Allen Ginsberg is known for his poems, his homosexuality, his book Howl, his political views, and his FBI file, among many other things. Born on 3 June 1926 in Newark, New Jersey, Ginsberg couldn't have had parents who were more different. His father, Louis Ginsberg, taught high school, while his mother, Naomi Ginsberg, was a nudist, paranoid schizophrenic, and — what was worse in those days — a Communist.
Naomi Ginsberg had a great affect, for better or worse, on her son. When Allen Ginsberg was about nine years old, he began to care for his mother while she spent time in and out of psychiatric hospitals. Her paranoia was great enough that she both refused to believe that Allen was her son and claimed that the FBI had implanted mind control devices in her brain. Allen Ginsberg followed the advice of a psychiatrist when he was 21 years old and authorized his mother's lobotomy. He felt guilty about this for long after her death in 1956.

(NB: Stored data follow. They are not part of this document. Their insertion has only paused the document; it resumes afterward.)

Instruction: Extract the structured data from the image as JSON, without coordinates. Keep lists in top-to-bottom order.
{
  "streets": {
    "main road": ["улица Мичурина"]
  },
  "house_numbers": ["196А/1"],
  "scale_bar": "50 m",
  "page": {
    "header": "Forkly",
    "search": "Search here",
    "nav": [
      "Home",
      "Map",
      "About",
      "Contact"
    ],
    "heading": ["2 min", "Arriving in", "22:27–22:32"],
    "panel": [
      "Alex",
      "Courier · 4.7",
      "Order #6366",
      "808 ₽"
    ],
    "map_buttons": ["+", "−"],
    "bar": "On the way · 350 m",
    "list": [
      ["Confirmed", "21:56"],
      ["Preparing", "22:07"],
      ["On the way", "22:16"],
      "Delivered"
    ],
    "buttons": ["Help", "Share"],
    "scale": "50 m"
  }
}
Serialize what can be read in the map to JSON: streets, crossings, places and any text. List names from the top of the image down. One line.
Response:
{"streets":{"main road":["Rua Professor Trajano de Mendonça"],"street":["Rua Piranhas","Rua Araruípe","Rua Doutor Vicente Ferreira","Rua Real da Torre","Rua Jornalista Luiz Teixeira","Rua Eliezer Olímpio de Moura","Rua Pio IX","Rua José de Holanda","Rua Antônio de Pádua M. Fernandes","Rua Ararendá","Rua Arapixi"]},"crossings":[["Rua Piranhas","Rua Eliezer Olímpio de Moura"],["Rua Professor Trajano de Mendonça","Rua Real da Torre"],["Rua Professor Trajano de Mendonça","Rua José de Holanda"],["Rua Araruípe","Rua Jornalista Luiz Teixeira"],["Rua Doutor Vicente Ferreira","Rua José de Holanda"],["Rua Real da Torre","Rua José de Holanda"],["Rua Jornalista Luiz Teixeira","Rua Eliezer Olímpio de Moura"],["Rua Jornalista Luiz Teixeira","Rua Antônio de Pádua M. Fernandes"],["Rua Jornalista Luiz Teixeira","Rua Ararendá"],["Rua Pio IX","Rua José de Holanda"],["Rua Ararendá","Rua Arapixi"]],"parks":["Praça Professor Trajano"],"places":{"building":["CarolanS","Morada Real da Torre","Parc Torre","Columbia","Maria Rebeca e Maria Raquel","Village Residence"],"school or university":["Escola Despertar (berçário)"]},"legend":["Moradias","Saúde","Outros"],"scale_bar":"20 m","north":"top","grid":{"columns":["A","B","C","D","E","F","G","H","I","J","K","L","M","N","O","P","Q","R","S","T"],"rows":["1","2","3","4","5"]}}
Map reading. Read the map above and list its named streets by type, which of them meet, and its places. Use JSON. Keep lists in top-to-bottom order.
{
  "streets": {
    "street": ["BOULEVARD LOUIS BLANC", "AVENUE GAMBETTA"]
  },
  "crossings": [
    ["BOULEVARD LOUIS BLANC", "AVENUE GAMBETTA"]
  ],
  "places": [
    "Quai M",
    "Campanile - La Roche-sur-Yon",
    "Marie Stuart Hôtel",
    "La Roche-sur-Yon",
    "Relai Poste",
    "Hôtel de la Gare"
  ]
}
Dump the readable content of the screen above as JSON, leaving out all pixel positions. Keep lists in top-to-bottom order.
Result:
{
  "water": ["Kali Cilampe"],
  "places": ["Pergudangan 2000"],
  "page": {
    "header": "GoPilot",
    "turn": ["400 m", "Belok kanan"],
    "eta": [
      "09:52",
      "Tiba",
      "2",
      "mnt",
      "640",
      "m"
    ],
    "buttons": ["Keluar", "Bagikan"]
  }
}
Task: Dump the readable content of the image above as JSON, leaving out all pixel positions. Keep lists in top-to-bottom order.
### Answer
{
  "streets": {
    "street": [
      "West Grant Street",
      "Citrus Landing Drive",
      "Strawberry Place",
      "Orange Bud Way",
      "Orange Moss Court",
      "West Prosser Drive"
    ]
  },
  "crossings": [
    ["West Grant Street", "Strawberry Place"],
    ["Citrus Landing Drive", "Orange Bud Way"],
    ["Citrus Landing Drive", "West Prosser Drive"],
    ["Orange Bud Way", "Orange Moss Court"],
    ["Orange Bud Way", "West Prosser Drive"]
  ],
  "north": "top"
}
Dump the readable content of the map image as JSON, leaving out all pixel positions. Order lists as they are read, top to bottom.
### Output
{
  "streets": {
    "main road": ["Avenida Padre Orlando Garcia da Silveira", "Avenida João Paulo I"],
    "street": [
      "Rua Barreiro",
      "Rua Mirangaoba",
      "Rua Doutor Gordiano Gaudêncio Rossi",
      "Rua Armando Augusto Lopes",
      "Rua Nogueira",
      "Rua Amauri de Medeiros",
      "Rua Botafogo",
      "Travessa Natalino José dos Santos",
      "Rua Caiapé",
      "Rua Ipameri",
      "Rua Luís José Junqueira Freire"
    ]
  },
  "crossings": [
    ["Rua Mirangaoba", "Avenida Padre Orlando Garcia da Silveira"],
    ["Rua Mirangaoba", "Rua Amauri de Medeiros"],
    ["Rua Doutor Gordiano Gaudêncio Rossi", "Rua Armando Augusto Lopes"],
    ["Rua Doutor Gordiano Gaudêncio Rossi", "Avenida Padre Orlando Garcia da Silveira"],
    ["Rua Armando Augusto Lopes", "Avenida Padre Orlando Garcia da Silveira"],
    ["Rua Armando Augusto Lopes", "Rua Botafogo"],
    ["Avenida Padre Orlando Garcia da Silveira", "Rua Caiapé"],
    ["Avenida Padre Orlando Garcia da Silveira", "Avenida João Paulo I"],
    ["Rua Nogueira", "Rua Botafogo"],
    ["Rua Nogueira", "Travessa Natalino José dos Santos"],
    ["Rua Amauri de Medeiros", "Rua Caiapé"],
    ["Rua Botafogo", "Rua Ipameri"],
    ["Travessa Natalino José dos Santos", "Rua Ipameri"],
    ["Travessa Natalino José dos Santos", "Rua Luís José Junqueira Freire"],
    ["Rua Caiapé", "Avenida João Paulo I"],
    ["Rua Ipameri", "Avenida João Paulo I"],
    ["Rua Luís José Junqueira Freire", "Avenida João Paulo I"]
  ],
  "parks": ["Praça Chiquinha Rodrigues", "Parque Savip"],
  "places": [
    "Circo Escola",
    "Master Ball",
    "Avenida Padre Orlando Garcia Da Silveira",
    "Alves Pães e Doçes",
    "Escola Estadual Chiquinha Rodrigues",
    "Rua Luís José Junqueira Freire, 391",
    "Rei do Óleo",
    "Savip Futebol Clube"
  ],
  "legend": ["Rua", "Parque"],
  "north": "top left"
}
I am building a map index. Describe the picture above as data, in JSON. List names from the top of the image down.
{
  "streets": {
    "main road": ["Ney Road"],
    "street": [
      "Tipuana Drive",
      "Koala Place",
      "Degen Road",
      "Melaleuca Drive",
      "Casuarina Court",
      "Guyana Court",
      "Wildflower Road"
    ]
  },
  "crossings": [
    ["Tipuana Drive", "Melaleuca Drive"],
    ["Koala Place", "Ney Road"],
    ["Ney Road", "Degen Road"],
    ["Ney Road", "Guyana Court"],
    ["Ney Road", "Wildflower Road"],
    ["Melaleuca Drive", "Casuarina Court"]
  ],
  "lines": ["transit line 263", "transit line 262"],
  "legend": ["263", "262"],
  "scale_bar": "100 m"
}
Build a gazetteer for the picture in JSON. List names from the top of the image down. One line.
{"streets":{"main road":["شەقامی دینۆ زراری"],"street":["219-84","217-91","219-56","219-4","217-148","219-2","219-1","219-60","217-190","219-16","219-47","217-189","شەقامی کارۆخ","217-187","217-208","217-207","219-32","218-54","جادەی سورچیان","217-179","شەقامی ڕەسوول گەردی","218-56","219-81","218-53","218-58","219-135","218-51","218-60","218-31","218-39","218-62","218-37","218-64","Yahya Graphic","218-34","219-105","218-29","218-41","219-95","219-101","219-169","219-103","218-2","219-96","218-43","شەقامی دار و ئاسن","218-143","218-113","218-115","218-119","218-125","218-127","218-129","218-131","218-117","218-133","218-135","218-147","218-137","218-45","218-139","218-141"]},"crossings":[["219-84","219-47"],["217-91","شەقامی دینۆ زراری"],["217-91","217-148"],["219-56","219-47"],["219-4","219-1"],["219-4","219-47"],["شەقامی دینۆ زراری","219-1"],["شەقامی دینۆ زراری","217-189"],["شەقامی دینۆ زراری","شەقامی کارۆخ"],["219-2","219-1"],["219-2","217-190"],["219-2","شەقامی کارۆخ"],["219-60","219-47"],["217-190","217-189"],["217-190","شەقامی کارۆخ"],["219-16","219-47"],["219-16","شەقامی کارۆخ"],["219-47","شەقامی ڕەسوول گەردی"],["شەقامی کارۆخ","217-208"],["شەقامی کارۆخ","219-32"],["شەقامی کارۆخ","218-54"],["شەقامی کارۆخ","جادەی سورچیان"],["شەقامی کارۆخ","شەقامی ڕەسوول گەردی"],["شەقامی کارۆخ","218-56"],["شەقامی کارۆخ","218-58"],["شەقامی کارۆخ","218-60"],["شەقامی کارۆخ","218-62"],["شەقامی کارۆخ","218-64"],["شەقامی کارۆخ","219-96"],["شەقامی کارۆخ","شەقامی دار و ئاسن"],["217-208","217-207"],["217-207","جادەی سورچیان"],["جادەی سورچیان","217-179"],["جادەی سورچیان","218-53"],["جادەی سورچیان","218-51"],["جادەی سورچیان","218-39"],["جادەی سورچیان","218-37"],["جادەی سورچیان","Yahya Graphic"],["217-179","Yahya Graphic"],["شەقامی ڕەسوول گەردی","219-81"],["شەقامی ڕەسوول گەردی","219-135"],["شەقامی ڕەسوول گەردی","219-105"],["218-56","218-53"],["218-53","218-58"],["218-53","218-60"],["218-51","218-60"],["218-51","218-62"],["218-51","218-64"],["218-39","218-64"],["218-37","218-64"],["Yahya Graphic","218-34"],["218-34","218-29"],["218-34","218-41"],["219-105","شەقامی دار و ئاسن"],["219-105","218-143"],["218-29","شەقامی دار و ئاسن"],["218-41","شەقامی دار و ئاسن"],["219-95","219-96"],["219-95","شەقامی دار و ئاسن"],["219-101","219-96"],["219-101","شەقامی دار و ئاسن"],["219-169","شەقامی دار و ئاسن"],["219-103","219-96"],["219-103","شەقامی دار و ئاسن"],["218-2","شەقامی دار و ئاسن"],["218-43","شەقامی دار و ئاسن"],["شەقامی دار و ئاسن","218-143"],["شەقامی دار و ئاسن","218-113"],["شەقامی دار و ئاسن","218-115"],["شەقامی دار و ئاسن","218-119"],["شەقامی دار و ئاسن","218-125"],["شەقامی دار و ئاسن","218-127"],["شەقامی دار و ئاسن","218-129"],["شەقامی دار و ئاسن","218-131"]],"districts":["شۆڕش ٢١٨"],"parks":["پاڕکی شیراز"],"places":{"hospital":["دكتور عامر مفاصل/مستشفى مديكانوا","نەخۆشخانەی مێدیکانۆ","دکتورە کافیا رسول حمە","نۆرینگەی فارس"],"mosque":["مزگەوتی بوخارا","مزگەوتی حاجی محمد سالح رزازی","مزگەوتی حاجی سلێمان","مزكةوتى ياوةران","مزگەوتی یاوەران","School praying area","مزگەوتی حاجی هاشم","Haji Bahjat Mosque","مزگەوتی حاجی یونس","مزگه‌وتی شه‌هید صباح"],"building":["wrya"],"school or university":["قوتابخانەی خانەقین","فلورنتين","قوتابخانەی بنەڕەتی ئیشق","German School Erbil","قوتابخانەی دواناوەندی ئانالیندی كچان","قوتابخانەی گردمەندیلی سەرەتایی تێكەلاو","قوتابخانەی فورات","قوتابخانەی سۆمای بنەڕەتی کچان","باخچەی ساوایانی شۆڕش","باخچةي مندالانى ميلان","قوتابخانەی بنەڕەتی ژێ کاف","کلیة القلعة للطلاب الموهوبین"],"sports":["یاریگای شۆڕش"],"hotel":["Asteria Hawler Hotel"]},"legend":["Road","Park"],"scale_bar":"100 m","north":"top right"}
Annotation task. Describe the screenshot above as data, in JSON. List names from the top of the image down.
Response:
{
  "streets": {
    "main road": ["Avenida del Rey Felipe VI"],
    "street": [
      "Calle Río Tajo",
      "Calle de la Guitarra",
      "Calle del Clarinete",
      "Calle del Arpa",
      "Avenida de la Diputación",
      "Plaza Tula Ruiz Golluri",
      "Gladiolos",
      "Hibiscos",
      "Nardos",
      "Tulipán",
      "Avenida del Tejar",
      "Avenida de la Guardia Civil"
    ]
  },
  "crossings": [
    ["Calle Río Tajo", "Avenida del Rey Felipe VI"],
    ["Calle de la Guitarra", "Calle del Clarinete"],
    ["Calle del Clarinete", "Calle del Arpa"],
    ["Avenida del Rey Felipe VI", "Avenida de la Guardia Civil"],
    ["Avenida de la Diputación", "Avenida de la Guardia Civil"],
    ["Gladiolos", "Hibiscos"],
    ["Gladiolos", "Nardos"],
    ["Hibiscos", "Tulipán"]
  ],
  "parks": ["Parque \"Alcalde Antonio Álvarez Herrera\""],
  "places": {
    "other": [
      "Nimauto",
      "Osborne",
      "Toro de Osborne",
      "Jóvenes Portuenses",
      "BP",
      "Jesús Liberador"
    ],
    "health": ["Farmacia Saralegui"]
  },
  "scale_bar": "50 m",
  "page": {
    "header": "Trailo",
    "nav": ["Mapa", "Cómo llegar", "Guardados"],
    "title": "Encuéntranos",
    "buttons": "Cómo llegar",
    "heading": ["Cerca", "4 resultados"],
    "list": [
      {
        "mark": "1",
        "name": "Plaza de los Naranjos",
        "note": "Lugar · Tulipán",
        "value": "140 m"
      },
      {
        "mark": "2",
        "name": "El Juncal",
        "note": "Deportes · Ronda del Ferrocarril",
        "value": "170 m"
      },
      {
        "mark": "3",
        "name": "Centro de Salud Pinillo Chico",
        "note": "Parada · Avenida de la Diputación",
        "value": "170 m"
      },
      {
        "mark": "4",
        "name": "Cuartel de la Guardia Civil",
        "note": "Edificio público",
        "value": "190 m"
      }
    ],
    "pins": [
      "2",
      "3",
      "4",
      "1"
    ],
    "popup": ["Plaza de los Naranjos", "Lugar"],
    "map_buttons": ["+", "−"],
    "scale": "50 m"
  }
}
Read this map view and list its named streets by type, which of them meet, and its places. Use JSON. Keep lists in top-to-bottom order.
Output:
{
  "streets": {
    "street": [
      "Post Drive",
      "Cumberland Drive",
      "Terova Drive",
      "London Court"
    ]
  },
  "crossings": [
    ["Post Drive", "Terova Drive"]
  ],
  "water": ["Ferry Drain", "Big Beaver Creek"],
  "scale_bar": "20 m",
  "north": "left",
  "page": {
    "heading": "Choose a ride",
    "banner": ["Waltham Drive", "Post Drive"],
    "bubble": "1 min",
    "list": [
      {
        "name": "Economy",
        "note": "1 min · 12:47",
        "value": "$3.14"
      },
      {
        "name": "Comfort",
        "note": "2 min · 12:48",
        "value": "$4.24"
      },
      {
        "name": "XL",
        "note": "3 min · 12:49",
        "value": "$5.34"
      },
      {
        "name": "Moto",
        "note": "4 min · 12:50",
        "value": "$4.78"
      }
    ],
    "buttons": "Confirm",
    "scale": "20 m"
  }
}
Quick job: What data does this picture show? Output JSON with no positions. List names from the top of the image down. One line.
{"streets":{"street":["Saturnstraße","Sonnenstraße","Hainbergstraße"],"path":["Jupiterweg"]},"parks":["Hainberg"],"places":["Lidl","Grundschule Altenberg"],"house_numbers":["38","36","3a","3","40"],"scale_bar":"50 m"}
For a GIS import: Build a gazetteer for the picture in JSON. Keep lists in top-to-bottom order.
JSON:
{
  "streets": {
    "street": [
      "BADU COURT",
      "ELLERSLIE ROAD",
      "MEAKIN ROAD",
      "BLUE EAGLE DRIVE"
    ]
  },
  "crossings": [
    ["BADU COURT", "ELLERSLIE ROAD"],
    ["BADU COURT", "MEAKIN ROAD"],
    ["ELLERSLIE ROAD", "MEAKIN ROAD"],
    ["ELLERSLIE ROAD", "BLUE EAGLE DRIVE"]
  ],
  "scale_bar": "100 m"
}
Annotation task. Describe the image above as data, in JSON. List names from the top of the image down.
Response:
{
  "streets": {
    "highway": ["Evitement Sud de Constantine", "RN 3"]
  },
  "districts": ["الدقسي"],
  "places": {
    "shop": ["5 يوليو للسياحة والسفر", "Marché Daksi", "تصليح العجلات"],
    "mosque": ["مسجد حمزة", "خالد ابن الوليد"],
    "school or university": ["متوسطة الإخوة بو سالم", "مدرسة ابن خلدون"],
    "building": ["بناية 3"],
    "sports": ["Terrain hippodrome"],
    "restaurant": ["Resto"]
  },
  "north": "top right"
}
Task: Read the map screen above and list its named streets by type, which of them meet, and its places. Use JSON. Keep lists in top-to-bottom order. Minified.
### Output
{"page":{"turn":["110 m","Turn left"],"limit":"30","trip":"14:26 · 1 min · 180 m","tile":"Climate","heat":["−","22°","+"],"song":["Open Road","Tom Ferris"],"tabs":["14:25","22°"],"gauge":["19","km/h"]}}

When Allen Ginsberg was in high school, he seemed to be a model, All-American boy. He did well academically and was president of his school's debate club. His father sent Allen to Columbia, hoping that his son would become a lawyer. However, in college, Allen Ginsberg met William Burroughs and Jack Kerouac, two men who were soon to become lifelong friends of his as well as fellow Beat poets. With Burroughs and Kerouac, Ginsberg explored the subculture of New York, discovering drugs, jazz, poetry, and his homosexuality.
After graduating from Columbia, Ginsberg held a variety of different jobs and had unsuccessful relationships with various other men in the Beat lifestyle. Frequently depressed, he joined the Merchant Marines. However, when he was caught in a stolen car with his roommate, he was sent to a mental hospital for eight months. There he met Carl Solomon, to whom he dedicated Howl. Ginsberg spent his time in the hospital reading and writing.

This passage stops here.